Bog bridging at Glidden Point Preserve no match for rising tides

Bog bridging at Glidden Point Preserve no match for rising tides

Trail closed for now

The future of the trail at Glidden Point Preserve, formerly the Salt Bay Heritage Trail, is uncertain, thanks to increasingly high tides and storm surge.

The trail begins across from Lincoln County News and Publishing in Newcastle and traverses a salt marsh via a long chain of bog bridges before skirting the northern shoreline of Glidden Point in Great Salt Bay.

This series of bog bridges next to Route 1 which protects the sensitive marsh from foot traffic has required almost annual maintenance over the years, as high tides and winter ice tend to shift the spans no matter how securely they are anchored. But in recent years, not only do high tides reach closer to the barrier created by Route 1, but the frequency and severity of storm events have become greater.

By 2022, many of the bog bridges were rotting and beginning to break apart. Coastal Rivers’ trails team developed a plan to replace the deteriorating bridges and at the same time relocate the trail closer to Route 1, in hopes that the slightly higher elevation and greater distance from the average high tide would help keep the trail intact. Over four workdays between August and December, staff and volunteers hauled in materials, cut back brush along the new route, and constructed 900 feet of new bog bridging.

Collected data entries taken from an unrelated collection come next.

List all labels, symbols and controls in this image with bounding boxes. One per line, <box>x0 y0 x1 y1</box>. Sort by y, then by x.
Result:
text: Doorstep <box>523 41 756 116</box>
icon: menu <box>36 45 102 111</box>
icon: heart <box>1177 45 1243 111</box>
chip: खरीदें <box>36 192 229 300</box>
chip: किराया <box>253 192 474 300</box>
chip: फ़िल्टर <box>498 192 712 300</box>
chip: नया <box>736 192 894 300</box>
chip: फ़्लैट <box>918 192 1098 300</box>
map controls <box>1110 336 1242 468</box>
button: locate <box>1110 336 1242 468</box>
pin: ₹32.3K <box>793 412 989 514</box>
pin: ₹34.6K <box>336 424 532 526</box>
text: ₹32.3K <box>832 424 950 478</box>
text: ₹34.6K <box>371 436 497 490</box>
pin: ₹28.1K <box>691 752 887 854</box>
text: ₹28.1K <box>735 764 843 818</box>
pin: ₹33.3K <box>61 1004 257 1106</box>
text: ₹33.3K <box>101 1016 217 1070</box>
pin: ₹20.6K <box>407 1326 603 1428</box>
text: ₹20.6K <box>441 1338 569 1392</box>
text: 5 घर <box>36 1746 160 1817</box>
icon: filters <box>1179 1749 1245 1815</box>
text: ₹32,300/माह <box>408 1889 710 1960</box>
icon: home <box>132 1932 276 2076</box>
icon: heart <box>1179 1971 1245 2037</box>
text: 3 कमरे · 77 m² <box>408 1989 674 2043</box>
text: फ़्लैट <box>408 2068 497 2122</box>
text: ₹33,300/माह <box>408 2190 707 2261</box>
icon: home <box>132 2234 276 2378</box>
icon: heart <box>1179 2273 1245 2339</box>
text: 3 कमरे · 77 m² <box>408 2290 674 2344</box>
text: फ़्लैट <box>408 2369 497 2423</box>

Then, in mid-December, just two weeks after the last bridge was put in place, the big storm hit. Bringing wind gusts up to 65 mph and torrential rain, it caused widespread flooding. The municipal parking lot in Damariscotta was closed due to the flooding, many households were left without power, and at Pemaquid Beach Park, 15 feet of sand dune was swept away along with the end of the boardwalk. When the tide receded at Glidden Point preserve, the new bog bridges were in complete disarray.

This puts us in a difficult situation. The scattered bog bridges are not fulfilling their intended purpose and now present a safety issue. With the trail bounded as it is by Route 1, there is no more room to relocate the path. We are exploring the possibility of moving the trailhead east of the salt marsh, but traffic travels at high speeds along that stretch of Route 1, making it a dangerous place to pull in and out.

For now, we have made the difficult decision to close the portion of trail that crosses the salt marsh. The new bog bridges will be put to good use at other nearby preserves. On Thursday, April 20, about 20 volunteers from Kieve Wavus Education joined Coastal Rivers staff as part of a service project to help carrying out several bridges. The rest will be removed in coming weeks.

“It’s a tough decision for the organization because it’s a long-established trail,” Stewardship Director Brad Weigel commented. “We’re hoping to figure out a way to get it opened back up.”

Bog bridges in disarray at Glidden Point Preserve

The bog bridges along Route 1 at Glidden Point Preserve in Newcastle are in disarray at high tide following heavy rains on May 1.